Abstract

CYP2J2 metabolizes arachidonic acid to 20-hydroxyeicosatetraenoic acid and epoxyeicosatrienoic acids (EETs), which play a critical role in the regulation of renal, pulmonary, cardiac, and vascular function. However, the contribution of CYP2J2 to EET formation in the liver remains poorly characterized. Likewise, information is sparse regarding the extent and variability of CYP2J2 expression during human development. This investigation was undertaken to characterize the variability of CYP2J2 expression in fetal liver, heart, kidney, lung, intestine, and brain and in postnatal liver samples. CYP2J2 mRNA expression was measured using quantitative polymerase chain reaction, and immunoreactive CYP2J2 was examined using two anti-CYP2J2 antibodies. CYP2J2 mRNA was ubiquitously expressed in pre- and postnatal samples.
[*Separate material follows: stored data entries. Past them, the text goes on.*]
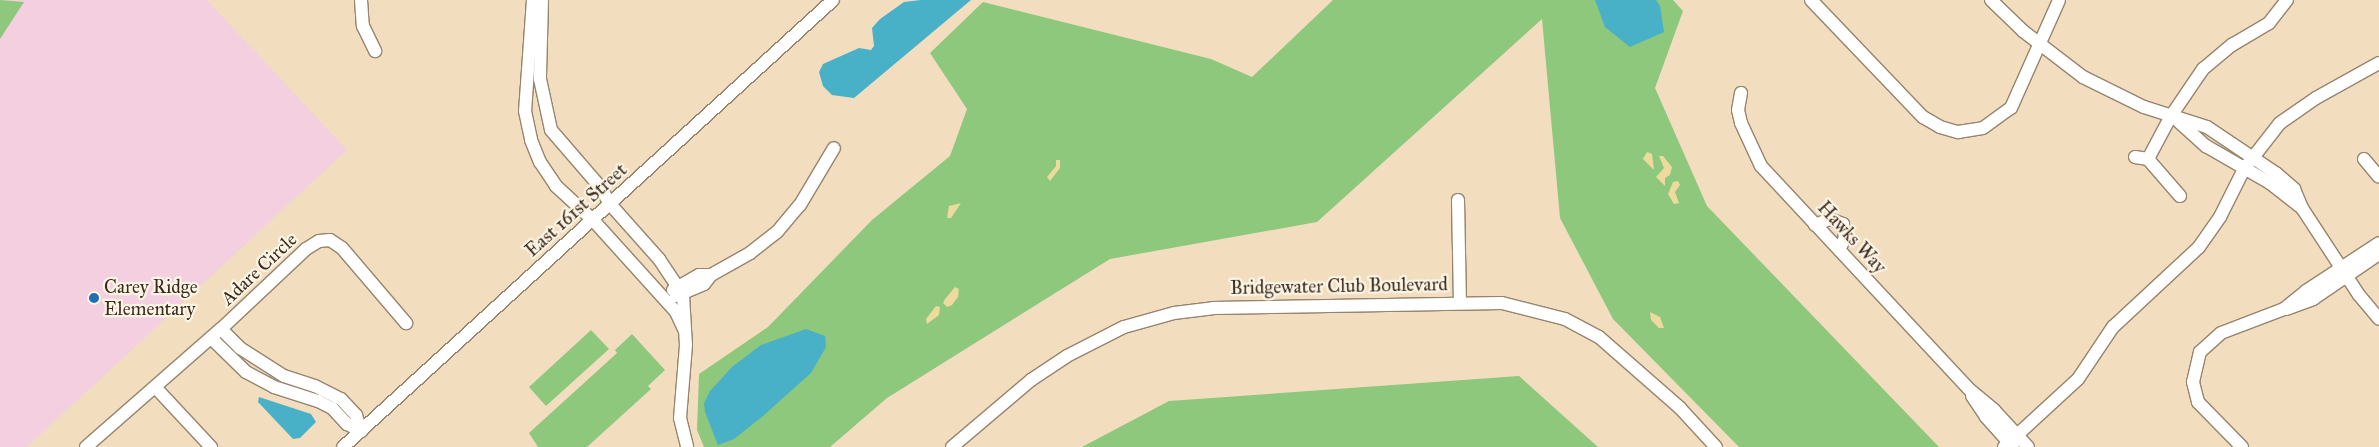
<!DOCTYPE html>
<html>
<head>
<meta charset="utf-8">
<style>
  body { margin:0 }
  #map { position:relative; width:2379px; height:447px; overflow:hidden; background:#f2debf; font-family:"IM FELL Great Primer",serif }
  div>[style] { position:absolute }
  [style*='--x'] { left:calc(var(--x)*1px); top:calc(var(--y)*1px); width:calc(var(--w)*1px); rotate:calc(var(--a)*1deg) }
  .built>* { inset:0; background:#f3cfdf }
  .green>* { inset:0; background:#8dc87c }
  .sand>* { inset:0; background:#eeda9e }
  .water>* { inset:0; background:#48b1c7 }
  .roads { filter:drop-shadow(1px 0 #96846e) drop-shadow(-1px 0 #96846e) drop-shadow(0 1px #96846e) drop-shadow(0 -1px #96846e) }
  .minor>* { height:12px; margin:-6px; padding:0 6px; transform-origin:6px; border-radius:6px; background:#fff }
  .dots>* { width:14px; height:14px; translate:-50% -50%; box-sizing:border-box; border:2px solid #fcf5e5; border-radius:50% }
  span { translate:-50% -50%; white-space:nowrap; text-align:center; line-height:1.15; -webkit-text-stroke:4.5px #fcf5e5; paint-order:stroke }
  .street-label { font-size:19px; color:#3b2a1e }
  .poi-label { font-size:19px; color:#3b2a1e }
  .left { translate:0 -50%; text-align:left }
</style>
</head>
<body>
<div id="map">
  <div class="built">
    <div style="clip-path:polygon(0 0,207px 0,347px 150px,27px 447px,0 447px)"></div>
  </div>
  <div class="green">
    <div style="clip-path:polygon(0 0,24px 2px,0 39px)"></div>
    <div style="clip-path:polygon(1333px 0,1673px 0,1683px 11px,1655px 88px,1707px 206px,1939px 447px,1739px 447px,1613px 319px,1560px 218px,1542px 19px,1317px 222px,1110px 259px,887px 398px,830px 447px,704px 447px,697px 430px,699px 374px,768px 327px,872px 220px,950px 156px,967px 109px,930px 53px,983px 2px,1211px 59px,1252px 77px)"></div>
    <div style="clip-path:polygon(591px 330px,609px 349px,546px 406px,529px 387px)"></div>
    <div style="clip-path:polygon(632px 334px,665px 370px,648px 386px,651px 389px,587px 447px,538px 447px,529px 433px,617px 353px,615px 350px)"></div>
    <div style="clip-path:polygon(1519px 376px,1598px 447px,1082px 447px,1169px 401px)"></div>
  </div>
  <div class="sand">
    <div style="clip-path:polygon(1647px 152px,1652px 154px,1654px 170px,1643px 159px)"></div>
    <div style="clip-path:polygon(1659px 156px,1663px 156px,1672px 167px,1670px 175px,1665px 178px,1665px 186px,1656px 177px,1664px 168px)"></div>
    <div style="clip-path:polygon(1056px 160px,1060px 160px,1060px 168px,1050px 181px,1047px 177px,1056px 166px)"></div>
    <div style="clip-path:polygon(1678px 181px,1680px 185px,1675px 192px,1679px 203px,1674px 204px,1668px 194px,1673px 182px)"></div>
    <div style="clip-path:polygon(961px 203px,951px 218px,947px 218px,949px 206px)"></div>
    <div style="clip-path:polygon(955px 287px,959px 289px,958px 297px,952px 305px,947px 307px,943px 303px,945px 299px)"></div>
    <div style="clip-path:polygon(936px 306px,940px 307px,939px 315px,927px 324px,926px 319px)"></div>
    <div style="clip-path:polygon(1650px 312px,1660px 317px,1664px 328px,1659px 328px,1651px 320px)"></div>
  </div>
  <div class="water">
    <div style="clip-path:polygon(921px 0,971px 0,854px 98px,832px 95px,823px 86px,819px 72px,823px 64px,859px 48px,871px 50px,874px 46px,872px 28px,880px 19px,904px 2px)"></div>
    <div style="clip-path:polygon(1595px 0,1656px 0,1660px 6px,1664px 32px,1630px 47px,1605px 27px)"></div>
    <div style="clip-path:polygon(806px 329px,825px 336px,826px 347px,811px 373px,763px 416px,734px 439px,718px 445px,705px 412px,704px 403px,710px 391px,732px 367px,761px 345px)"></div>
    <div style="clip-path:polygon(259px 397px,311px 414px,316px 422px,300px 438px,293px 439px,258px 402px)"></div>
  </div>
  <div class="roads">
    <div class="minor">
      <div style="--x:361;--y:0;--w:26;--a:86"></div>
      <div style="--x:363;--y:26;--w:28;--a:64"></div>
      <div style="--x:533;--y:0;--w:111;--a:94.1"></div>
      <div style="--x:525;--y:111;--w:30;--a:78"></div>
      <div style="--x:531;--y:140;--w:24;--a:68"></div>
      <div style="--x:540;--y:162;--w:29;--a:56"></div>
      <div style="--x:556;--y:186;--w:50;--a:42.6"></div>
      <div style="--x:593;--y:220;--w:124;--a:47.9"></div>
      <div style="--x:676;--y:312;--w:19;--a:65"></div>
      <div style="--x:542;--y:0;--w:79;--a:91.5"></div>
      <div style="--x:540;--y:79;--w:52;--a:77.8"></div>
      <div style="--x:551;--y:130;--w:77;--a:49.2"></div>
      <div style="--x:601;--y:188;--w:18;--a:61"></div>
      <div style="--x:610;--y:204;--w:74;--a:48.3"></div>
      <div style="--x:659;--y:259;--w:43;--a:56.3"></div>
      <div style="--x:683;--y:295;--w:50;--a:86.6"></div>
      <div style="--x:686;--y:345;--w:73;--a:94.7"></div>
      <div style="--x:680;--y:418;--w:30;--a:76"></div>
      <div style="--x:1811;--y:0;--w:162;--a:46.3"></div>
      <div style="--x:1923;--y:117;--w:20;--a:30"></div>
      <div style="--x:1940;--y:127;--w:19;--a:16"></div>
      <div style="--x:1958;--y:132;--w:25;--a:-9"></div>
      <div style="--x:1983;--y:128;--w:34;--a:-36"></div>
      <div style="--x:2011;--y:108;--w:118;--a:-66"></div>
      <div style="--x:1991;--y:0;--w:45;--a:44.1"></div>
      <div style="--x:2023;--y:31;--w:76;--a:37.5"></div>
      <div style="--x:2083;--y:77;--w:68;--a:26.2"></div>
      <div style="--x:2144;--y:107;--w:66;--a:17.6"></div>
      <div style="--x:2207;--y:127;--w:84;--a:33.9"></div>
      <div style="--x:2277;--y:174;--w:23;--a:41"></div>
      <div style="--x:2294;--y:189;--w:21;--a:67"></div>
      <div style="--x:2302;--y:208;--w:104;--a:56.8"></div>
      <div style="--x:2359;--y:295;--w:31;--a:50"></div>
      <div style="--x:1741;--y:93;--w:17;--a:100"></div>
      <div style="--x:1738;--y:110;--w:13;--a:77"></div>
      <div style="--x:1741;--y:123;--w:47;--a:65.1"></div>
      <div style="--x:1761;--y:166;--w:305;--a:47"></div>
      <div style="--x:1969;--y:389;--w:33;--a:40"></div>
      <div style="--x:1994;--y:410;--w:50;--a:47.4"></div>
      <div style="--x:2178;--y:121;--w:38;--a:42"></div>
      <div style="--x:2206;--y:146;--w:74;--a:30"></div>
      <div style="--x:2270;--y:183;--w:41;--a:38"></div>
      <div style="--x:2135;--y:157;--w:13;--a:9"></div>
      <div style="--x:2364;--y:159;--w:23;--a:50"></div>
      <div style="--x:2180;--y:196;--w:49;--a:-130.9"></div>
      <div style="--x:2148;--y:159;--w:49;--a:-61.9"></div>
      <div style="--x:2171;--y:116;--w:57;--a:-55.8"></div>
      <div style="--x:2203;--y:69;--w:38;--a:-40"></div>
      <div style="--x:2232;--y:45;--w:43;--a:-30.7"></div>
      <div style="--x:2269;--y:23;--w:29;--a:-52"></div>
      <div style="--x:1458;--y:200;--w:103;--a:88.9"></div>
      <div style="--x:1815;--y:225;--w:16;--a:-22"></div>
      <div style="--x:1830;--y:219;--w:14;--a:21"></div>
      <div style="--x:1843;--y:224;--w:14;--a:82"></div>
      <div style="--x:1845;--y:238;--w:13;--a:117"></div>
      <div style="--x:673;--y:290;--w:30;--a:-30"></div>
      <div style="--x:699;--y:275;--w:12;--a:0"></div>
      <div style="--x:676;--y:296;--w:30;--a:-23"></div>
      <div style="--x:704;--y:284;--w:11;--a:-52"></div>
      <div style="--x:711;--y:275;--w:45;--a:-29.4"></div>
      <div style="--x:750;--y:253;--w:34;--a:-38"></div>
      <div style="--x:777;--y:232;--w:35;--a:-50"></div>
      <div style="--x:800;--y:205;--w:66;--a:-59.2"></div>
      <div style="--x:2286;--y:309;--w:29;--a:-20"></div>
      <div style="--x:2313;--y:299;--w:80;--a:-34.3"></div>
      <div style="--x:221;--y:329;--w:27;--a:45"></div>
      <div style="--x:240;--y:348;--w:52;--a:32.5"></div>
      <div style="--x:284;--y:376;--w:33;--a:18"></div>
      <div style="--x:315;--y:386;--w:29;--a:27"></div>
      <div style="--x:341;--y:399;--w:22;--a:47"></div>
      <div style="--x:356;--y:415;--w:17;--a:73"></div>
      <div style="--x:211;--y:338;--w:49;--a:44.2"></div>
      <div style="--x:246;--y:372;--w:32;--a:28"></div>
      <div style="--x:274;--y:387;--w:46;--a:17.7"></div>
      <div style="--x:318;--y:401;--w:16;--a:27"></div>
      <div style="--x:332;--y:408;--w:22;--a:47"></div>
      <div style="--x:347;--y:424;--w:16;--a:27"></div>
      <div style="--x:156;--y:388;--w:81;--a:47"></div>
      <div style="--x:1972;--y:396;--w:25;--a:56"></div>
      <div style="--x:1986;--y:417;--w:40;--a:48"></div>
      <div style="--x:86;--y:447;--w:179;--a:-41.2"></div>
      <div style="--x:221;--y:329;--w:117;--a:-43.3"></div>
      <div style="--x:306;--y:249;--w:15;--a:-32"></div>
      <div style="--x:319;--y:241;--w:11;--a:-5"></div>
      <div style="--x:330;--y:240;--w:14;--a:34"></div>
      <div style="--x:342;--y:248;--w:99;--a:49.5"></div>
      <div style="--x:343;--y:447;--w:663;--a:-42.37"></div>
      <div style="--x:952;--y:447;--w:104;--a:-40.3"></div>
      <div style="--x:1031;--y:380;--w:43;--a:-33.7"></div>
      <div style="--x:1067;--y:356;--w:64;--a:-27"></div>
      <div style="--x:1124;--y:327;--w:52;--a:-15.6"></div>
      <div style="--x:1174;--y:313;--w:39;--a:-7"></div>
      <div style="--x:1213;--y:308;--w:289;--a:-1"></div>
      <div style="--x:1502;--y:303;--w:65;--a:14.3"></div>
      <div style="--x:1565;--y:319;--w:38;--a:28"></div>
      <div style="--x:1599;--y:337;--w:108;--a:41.2"></div>
      <div style="--x:1680;--y:408;--w:53;--a:47.3"></div>
      <div style="--x:2004;--y:447;--w:100;--a:-42.6"></div>
      <div style="--x:2078;--y:379;--w:63;--a:-56.1"></div>
      <div style="--x:2113;--y:327;--w:117;--a:-42.9"></div>
      <div style="--x:2199;--y:247;--w:37;--a:-55"></div>
      <div style="--x:2220;--y:217;--w:54;--a:-63.4"></div>
      <div style="--x:2244;--y:169;--w:58;--a:-52"></div>
      <div style="--x:2280;--y:123;--w:44;--a:-34.8"></div>
      <div style="--x:2316;--y:98;--w:72;--a:-29.1"></div>
      <div style="--x:2242;--y:447;--w:63;--a:-134.4"></div>
      <div style="--x:2198;--y:402;--w:21;--a:-104"></div>
      <div style="--x:2193;--y:382;--w:31;--a:-77"></div>
      <div style="--x:2200;--y:352;--w:28;--a:-42"></div>
      <div style="--x:2221;--y:333;--w:67;--a:-20.9"></div>
      <div style="--x:2284;--y:309;--w:28;--a:-39"></div>
      <div style="--x:2306;--y:291;--w:87;--a:-33.3"></div>
    </div>
  </div>
  <div class="dots">
    <div style="left:94px;top:298px;background:#1f6fb2"></div>
  </div>
  <div class="street-label">
    <span style="left:576px;top:210px;rotate:-42deg">East 161st Street</span>
    <span style="left:1852px;top:237px;rotate:47deg">Hawks Way</span>
    <span style="left:259px;top:269px;rotate:-43deg">Adare Circle</span>
    <span style="left:1339px;top:286px;rotate:-1deg">Bridgewater Club Boulevard</span>
  </div>
  <div class="poi-label">
    <span class="left" style="left:104px;top:298px">Carey Ridge<br>Elementary</span>
  </div>
</div>
</body>
</html>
Fetal hepatic mRNA expression varied 127-fold (1351 ± 717 transcripts/ng total RNA), but this variation was reduced to 8-fold after exclusion of four samples with extremely low levels of mRNA. Amounts of immunoreactive protein also varied substantially among samples without an apparent relationship with transcript number or genotype. Western blot analysis revealed a different protein pattern between prenatal and postnatal liver samples. DNA resequencing of selected subjects identified a single novel single-nucleotide polymorphism (CYP2J2*10), which was found in only one subject and therefore did not explain the large variability in CYP2J2 protein content. In vitro expression suggests that the protein product of CYP2J2*10 confers reduced enzymatic activity. Aberrant splicing produces three minor transcripts, which were present in all samples tested. Due to premature termination codons, none encodes functional protein. The mechanisms leading to variable amounts of immunoreactive protein and distinct pre- and postnatal CYP2J2 protein patterns warrant further investigation.